The most commonly reported side effect of ECT is memory loss that is typically transient but can be persistent [44–46] (see Table 18.4). While ECT has been proposed as a possible treatment for refractory status epilepticus, several publications also document status epilepticus caused by ECT [47–61]. Repetitive transcranial magnetic stimulation has also been reported to provoke seizures in patients with epilepsy [43], although this is very uncommon. Therefore, further studies examining the optimal stimulation parameters to stop seizures and status are necessary. Other reported side effects from rTMS have included headache, dizziness, local skin irritation, involuntary motor activity, and transient vision loss [62]. Among case reports and case series describing the use of VNS for the treatment of refractory status epilepticus, the only reported serious adverse event was bradycardia leading to asystole that responded to resuscitation [42]. Common side effects of VNS insertion include problems related to vagus nerve irritation including hoarseness, cough, voice changes, throat pain, and difficulty breathing or swallowing, as well as chest or abdominal pain, nausea, and headache.
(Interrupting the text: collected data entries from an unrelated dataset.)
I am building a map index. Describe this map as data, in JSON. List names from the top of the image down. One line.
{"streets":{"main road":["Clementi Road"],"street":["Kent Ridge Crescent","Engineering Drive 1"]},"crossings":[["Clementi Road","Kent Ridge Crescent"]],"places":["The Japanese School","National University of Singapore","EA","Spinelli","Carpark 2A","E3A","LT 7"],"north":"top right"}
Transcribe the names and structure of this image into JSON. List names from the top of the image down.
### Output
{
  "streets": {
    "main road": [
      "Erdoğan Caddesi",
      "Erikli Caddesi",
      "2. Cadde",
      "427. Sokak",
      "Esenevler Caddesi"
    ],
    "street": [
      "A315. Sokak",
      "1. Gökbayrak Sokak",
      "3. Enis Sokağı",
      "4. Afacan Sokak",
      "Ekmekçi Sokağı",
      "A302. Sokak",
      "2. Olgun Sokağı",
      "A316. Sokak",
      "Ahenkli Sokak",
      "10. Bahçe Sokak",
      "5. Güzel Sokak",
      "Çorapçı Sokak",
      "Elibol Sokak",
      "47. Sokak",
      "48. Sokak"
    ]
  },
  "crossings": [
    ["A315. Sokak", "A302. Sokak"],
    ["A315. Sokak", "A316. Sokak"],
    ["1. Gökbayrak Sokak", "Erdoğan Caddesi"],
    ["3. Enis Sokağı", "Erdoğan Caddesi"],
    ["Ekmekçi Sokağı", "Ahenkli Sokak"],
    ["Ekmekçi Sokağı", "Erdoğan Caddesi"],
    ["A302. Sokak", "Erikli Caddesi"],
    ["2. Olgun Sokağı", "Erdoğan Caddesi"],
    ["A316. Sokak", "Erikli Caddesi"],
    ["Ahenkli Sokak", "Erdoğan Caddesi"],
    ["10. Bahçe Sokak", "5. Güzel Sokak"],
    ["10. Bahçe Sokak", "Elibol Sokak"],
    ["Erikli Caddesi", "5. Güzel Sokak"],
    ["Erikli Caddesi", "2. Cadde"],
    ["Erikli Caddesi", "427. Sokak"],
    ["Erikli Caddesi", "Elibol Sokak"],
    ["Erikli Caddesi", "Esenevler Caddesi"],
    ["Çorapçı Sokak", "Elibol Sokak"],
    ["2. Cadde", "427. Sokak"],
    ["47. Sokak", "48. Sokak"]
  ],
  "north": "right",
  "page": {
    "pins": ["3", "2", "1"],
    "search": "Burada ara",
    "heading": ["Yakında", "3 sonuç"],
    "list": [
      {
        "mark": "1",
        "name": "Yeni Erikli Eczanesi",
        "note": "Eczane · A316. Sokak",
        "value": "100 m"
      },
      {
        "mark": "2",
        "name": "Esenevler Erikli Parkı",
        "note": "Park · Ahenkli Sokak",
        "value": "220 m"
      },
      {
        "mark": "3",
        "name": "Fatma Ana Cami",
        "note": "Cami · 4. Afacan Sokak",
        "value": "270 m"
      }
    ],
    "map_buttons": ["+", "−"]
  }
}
Several neurosurgical procedures have been employed to reduce or eliminate seizures and have been adopted in some patients with refractory and super-refractory status epilepticus. In patients with focal or partial epilepsy in whom an identifiable lesion is present and is confirmed to be the seizure focus, lesionectomy may be performed. In the absence of a clear abnormality on neuroimaging, surgery may be guided by findings on scalp or intracranial electroencephalography (EEG) or both. Neurosurgical procedures (excluding implantation of stimulation devices, which have been discussed in the previous section) that have been described to treat status epilepticus include lesionectomies, focal resection involving an ictal onset zone, multiple subpial transection (MST: a series of parallel transections in the cortical gray matter identified by EEG as the ictal onset zone), corpus callosotomy (transection of a portion of the corpus callosum connecting the two hemispheres), and anatomical or functional hemispherectomy [63]. Anatomical hemispherectomy consists of removal of cortical and subcortical tissue in an entire hemisphere, sparing brainstem structures. Functional hemispherectomies have largely replaced anatomical hemispherectomies due to decreased risk of hemorrhage and hydrocephalus. A functional hemispherectomy consists of removal of the temporal lobe, corpus callosotomy, and disconnection of the frontal and occipital lobes. In many cases, two or more procedures are combined, e.g., focal resection with corpus callosotomy or MST.

The mechanisms of action of neurosurgical interventions in controlling status epilepticus include disruption of the epileptogenic network(s) through either resection of the epileptic focus with lesionectomies, hemispherectomies, and other focal resections; disruption of contralateral spread of seizure activity with corpus callosotomy; or disruption of focal spread of seizure activity in the case of multiple subpial transection (see Table 18.1).

A variety of surgical techniques has been employed (see Table 18.2). The seizure focus can at times be identifiable based on structural findings on MRI or CT of the brain; scalp or intracranial electroencephalography (EEG) or both; interictal flurodeoxyglucose (FDG) positron emission tomography (PET); ictal single photon emission computed tomography (SPECT); or a combination of these tests. If a single focus is identified, focal resection is likely to yield the greatest probability of seizure control. If the seizure focus is located within eloquent cortex (areas critical for function such as Broca’s or Wernicke’s area or the primary motor cortex), multiple subpial transection may be less likely to cause a functional deficit, while still disrupting the epileptogenic network. Callosotomy is designed to disconnect the two hemispheres and prevent contralateral spread of seizure activity.